**The data**
((
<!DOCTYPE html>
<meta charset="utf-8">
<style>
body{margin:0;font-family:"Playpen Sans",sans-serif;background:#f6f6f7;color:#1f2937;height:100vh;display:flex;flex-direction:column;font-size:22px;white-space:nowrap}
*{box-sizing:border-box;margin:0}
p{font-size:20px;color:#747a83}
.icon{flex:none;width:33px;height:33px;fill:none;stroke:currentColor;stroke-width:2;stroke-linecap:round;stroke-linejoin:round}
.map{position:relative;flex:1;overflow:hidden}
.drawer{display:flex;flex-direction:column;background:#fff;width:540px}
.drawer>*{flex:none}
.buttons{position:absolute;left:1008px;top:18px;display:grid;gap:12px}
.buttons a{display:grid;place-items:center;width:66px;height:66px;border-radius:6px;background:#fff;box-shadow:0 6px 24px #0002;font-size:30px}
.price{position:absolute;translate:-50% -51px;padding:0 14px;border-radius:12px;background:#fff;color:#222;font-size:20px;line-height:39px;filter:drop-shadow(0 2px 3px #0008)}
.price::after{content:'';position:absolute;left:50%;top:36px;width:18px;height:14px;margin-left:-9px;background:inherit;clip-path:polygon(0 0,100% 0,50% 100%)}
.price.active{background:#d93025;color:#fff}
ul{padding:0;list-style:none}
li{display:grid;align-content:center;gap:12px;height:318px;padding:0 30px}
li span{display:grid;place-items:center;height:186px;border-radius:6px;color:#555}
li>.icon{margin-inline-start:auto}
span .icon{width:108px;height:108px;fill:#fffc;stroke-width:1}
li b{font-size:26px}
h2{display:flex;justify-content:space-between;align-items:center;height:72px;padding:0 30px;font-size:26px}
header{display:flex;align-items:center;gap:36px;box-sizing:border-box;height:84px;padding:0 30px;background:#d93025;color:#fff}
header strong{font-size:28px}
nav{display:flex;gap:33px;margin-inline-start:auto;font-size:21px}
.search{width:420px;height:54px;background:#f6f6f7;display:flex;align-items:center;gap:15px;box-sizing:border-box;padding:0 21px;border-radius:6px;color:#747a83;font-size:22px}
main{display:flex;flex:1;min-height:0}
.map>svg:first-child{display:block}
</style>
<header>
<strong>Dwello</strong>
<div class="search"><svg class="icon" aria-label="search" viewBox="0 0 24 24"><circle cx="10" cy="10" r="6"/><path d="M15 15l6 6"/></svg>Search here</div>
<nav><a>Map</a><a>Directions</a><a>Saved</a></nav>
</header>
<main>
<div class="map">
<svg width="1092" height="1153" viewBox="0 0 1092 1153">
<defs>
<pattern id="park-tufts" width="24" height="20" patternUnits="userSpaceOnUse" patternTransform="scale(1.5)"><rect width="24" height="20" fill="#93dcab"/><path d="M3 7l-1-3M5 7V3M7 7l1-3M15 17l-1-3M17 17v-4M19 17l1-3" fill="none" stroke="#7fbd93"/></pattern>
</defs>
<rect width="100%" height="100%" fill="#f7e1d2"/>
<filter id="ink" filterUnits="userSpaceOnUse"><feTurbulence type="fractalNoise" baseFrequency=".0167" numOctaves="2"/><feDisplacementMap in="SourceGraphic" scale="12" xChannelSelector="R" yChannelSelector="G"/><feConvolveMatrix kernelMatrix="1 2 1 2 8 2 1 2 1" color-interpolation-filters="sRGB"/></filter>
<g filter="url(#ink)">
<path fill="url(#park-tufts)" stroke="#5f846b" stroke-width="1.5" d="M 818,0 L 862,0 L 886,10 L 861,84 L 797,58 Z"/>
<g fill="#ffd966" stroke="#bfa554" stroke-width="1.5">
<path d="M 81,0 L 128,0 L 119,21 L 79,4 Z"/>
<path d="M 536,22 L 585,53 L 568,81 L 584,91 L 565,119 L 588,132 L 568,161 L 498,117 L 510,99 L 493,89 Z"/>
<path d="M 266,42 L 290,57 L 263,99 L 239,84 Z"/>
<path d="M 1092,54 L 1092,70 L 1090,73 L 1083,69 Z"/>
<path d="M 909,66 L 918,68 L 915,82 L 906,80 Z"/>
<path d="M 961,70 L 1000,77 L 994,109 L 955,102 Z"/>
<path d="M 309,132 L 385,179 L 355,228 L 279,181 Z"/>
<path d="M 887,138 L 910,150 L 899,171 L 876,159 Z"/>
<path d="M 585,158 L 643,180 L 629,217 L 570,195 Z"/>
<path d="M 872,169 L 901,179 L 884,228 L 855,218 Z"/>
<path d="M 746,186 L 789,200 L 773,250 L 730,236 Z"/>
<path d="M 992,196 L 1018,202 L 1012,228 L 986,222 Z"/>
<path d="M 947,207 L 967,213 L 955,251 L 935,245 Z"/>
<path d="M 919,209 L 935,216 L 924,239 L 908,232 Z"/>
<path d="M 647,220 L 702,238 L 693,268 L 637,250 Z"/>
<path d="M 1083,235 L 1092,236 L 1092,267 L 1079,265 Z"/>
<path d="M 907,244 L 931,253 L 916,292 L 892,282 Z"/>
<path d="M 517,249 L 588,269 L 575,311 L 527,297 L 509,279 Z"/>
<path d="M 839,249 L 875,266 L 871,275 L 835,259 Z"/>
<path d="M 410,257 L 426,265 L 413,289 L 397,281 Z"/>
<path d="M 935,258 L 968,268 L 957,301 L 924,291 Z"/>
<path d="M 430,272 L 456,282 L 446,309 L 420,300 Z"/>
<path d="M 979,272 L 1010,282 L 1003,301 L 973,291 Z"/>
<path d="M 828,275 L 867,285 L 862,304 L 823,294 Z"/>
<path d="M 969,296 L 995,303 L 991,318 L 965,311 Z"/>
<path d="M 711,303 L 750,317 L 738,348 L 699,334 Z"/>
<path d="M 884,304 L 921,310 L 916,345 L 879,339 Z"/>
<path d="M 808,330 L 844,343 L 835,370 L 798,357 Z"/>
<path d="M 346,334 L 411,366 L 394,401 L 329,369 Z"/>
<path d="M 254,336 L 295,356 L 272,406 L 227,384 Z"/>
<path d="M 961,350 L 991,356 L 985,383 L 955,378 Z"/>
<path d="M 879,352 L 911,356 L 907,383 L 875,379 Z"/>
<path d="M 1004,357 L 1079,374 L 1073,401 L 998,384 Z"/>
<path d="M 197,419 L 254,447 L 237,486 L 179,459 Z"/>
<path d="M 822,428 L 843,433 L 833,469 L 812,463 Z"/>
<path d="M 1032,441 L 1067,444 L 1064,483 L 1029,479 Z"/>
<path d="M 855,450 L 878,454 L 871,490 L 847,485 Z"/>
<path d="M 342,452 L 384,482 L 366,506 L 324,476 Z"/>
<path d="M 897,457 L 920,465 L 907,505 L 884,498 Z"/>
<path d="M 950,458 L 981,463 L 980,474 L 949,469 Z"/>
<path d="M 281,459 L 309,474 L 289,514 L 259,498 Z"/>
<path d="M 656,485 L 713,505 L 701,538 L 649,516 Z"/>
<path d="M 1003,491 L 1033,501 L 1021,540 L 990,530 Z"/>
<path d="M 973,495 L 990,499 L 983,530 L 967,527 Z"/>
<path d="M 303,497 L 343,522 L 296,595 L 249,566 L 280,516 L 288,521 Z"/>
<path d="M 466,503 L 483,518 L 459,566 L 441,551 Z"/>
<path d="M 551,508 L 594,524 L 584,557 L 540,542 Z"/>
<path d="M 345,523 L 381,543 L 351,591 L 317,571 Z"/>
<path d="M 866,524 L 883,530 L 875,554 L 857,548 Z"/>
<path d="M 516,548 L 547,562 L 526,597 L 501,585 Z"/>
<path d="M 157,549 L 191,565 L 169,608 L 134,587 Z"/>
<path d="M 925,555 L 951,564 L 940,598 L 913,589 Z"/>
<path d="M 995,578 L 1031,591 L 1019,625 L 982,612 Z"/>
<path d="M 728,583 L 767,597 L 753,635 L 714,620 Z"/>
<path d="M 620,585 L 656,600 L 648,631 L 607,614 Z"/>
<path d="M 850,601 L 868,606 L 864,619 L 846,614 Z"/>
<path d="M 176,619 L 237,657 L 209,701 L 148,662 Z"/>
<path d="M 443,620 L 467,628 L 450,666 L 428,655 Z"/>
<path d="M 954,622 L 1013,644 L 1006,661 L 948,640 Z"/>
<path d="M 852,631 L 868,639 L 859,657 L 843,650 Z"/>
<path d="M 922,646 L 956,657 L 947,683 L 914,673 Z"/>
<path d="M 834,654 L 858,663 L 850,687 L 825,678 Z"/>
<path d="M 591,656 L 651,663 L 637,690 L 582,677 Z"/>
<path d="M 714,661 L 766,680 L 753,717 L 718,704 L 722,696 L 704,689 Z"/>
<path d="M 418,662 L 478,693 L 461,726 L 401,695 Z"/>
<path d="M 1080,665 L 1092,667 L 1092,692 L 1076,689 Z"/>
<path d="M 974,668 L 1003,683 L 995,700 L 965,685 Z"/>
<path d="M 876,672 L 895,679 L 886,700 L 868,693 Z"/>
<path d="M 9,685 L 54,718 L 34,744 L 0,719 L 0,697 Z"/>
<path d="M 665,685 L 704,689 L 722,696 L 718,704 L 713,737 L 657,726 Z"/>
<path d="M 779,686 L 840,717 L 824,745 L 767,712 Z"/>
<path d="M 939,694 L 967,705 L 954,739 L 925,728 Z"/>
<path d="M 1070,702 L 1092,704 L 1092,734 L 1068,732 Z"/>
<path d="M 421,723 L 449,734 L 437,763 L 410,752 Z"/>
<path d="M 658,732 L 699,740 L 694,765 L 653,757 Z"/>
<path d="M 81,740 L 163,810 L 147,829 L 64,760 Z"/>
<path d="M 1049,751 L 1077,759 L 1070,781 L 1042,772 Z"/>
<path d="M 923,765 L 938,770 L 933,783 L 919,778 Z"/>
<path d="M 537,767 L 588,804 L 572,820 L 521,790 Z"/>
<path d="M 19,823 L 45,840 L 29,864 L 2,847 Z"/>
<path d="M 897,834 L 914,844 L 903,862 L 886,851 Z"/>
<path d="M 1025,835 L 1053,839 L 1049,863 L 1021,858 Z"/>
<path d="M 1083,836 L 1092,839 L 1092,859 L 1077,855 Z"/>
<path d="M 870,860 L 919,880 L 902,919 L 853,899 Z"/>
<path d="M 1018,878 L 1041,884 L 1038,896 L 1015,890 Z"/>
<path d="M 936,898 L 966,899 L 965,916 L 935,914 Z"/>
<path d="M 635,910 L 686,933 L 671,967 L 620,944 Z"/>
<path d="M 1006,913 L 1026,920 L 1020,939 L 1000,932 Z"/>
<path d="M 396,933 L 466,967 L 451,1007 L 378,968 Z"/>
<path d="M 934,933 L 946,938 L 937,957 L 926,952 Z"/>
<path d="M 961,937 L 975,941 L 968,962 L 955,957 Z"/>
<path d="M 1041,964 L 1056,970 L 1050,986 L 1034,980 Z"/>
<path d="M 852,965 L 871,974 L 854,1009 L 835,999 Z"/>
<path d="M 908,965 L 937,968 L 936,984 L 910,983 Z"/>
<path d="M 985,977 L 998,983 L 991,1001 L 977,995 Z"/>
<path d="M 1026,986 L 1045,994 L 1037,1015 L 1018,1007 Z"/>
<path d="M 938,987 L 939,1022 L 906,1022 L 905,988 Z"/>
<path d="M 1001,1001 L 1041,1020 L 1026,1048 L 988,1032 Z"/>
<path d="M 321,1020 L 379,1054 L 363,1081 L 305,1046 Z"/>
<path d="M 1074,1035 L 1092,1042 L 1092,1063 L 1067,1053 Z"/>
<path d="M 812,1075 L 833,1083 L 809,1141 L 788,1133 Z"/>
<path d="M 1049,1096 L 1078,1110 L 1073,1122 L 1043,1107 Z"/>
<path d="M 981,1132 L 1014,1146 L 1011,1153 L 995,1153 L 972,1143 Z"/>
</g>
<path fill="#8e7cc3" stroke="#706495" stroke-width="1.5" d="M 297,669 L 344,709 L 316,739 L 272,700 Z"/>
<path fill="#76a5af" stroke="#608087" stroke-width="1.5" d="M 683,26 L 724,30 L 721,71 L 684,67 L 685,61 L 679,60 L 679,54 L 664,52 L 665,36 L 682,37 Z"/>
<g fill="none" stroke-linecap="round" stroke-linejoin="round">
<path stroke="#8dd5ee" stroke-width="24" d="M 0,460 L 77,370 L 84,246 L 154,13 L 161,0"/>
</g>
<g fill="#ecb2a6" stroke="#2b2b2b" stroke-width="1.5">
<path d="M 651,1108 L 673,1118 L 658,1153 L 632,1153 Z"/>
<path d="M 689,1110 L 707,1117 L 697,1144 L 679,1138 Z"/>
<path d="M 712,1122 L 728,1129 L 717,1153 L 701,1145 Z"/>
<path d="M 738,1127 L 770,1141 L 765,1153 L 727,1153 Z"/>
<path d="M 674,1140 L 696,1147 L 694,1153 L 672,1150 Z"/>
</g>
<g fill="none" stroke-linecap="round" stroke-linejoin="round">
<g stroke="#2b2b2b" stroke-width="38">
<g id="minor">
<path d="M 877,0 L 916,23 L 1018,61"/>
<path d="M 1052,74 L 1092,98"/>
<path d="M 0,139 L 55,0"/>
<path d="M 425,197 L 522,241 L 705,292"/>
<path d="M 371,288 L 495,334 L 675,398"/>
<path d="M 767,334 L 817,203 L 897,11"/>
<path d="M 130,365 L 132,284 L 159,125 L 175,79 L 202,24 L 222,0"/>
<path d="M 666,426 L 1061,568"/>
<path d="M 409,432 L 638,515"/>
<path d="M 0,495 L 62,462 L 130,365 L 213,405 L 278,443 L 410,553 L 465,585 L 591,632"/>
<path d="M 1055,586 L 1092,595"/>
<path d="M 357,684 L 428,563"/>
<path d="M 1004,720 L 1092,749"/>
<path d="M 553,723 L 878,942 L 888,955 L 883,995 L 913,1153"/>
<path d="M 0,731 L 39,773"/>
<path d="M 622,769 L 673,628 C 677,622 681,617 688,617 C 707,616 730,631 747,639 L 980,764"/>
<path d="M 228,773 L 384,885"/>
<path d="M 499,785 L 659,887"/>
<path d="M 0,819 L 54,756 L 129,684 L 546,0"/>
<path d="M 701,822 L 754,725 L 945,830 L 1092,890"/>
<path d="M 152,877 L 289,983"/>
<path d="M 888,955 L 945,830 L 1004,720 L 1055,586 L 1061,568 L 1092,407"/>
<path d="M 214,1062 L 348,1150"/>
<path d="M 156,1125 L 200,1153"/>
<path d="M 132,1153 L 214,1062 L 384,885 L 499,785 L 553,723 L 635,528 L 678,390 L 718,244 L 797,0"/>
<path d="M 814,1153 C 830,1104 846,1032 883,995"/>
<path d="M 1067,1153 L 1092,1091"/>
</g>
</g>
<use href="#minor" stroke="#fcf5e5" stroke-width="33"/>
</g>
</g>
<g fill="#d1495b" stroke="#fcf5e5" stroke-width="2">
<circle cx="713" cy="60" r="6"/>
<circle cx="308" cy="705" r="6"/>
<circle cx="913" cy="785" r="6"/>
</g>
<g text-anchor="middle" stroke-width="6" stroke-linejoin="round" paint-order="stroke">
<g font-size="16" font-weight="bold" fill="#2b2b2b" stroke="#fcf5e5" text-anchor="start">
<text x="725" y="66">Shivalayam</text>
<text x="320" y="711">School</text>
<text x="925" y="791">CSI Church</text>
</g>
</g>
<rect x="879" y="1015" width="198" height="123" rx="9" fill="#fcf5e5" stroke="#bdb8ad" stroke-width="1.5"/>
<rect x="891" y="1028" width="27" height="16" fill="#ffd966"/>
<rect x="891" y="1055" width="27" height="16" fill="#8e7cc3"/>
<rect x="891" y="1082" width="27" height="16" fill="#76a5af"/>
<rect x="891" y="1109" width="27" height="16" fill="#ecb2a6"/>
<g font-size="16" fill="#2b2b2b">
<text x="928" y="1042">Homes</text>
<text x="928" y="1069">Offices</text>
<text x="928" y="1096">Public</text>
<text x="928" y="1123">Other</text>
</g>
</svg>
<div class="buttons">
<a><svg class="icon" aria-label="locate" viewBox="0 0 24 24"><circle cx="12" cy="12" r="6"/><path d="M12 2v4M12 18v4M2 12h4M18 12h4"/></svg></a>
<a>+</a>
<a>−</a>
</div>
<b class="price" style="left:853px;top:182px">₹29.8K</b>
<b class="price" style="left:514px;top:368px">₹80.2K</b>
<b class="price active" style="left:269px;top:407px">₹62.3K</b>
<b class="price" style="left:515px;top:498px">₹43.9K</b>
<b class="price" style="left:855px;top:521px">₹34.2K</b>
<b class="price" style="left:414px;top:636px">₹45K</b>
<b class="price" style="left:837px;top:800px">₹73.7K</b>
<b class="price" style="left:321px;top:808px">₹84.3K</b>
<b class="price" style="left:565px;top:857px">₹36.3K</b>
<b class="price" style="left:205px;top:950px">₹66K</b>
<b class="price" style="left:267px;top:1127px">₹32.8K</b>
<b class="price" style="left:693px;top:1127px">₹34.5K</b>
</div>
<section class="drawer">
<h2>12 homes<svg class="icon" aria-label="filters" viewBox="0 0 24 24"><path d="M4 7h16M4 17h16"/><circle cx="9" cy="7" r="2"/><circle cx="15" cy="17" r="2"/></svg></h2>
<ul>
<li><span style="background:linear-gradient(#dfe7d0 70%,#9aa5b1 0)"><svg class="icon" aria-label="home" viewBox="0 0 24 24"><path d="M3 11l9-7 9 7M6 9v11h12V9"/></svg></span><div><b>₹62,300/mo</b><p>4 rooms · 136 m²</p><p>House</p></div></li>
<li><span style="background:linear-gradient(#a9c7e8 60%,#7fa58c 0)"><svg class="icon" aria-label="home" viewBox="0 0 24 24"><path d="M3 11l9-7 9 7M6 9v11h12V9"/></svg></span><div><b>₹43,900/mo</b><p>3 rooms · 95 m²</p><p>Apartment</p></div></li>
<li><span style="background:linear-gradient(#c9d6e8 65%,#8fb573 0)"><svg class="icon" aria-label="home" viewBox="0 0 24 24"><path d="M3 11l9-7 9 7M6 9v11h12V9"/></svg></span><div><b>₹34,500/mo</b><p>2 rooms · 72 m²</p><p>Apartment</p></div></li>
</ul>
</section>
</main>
))
**What is needed**
When a line in the listing includes the word "buttons", report that line in full.

**The completed task**
.buttons{position:absolute;left:1008px;top:18px;display:grid;gap:12px}
.buttons a{display:grid;place-items:center;width:66px;height:66px;border-radius:6px;background:#fff;box-shadow:0 6px 24px #0002;font-size:30px}
<div class="buttons">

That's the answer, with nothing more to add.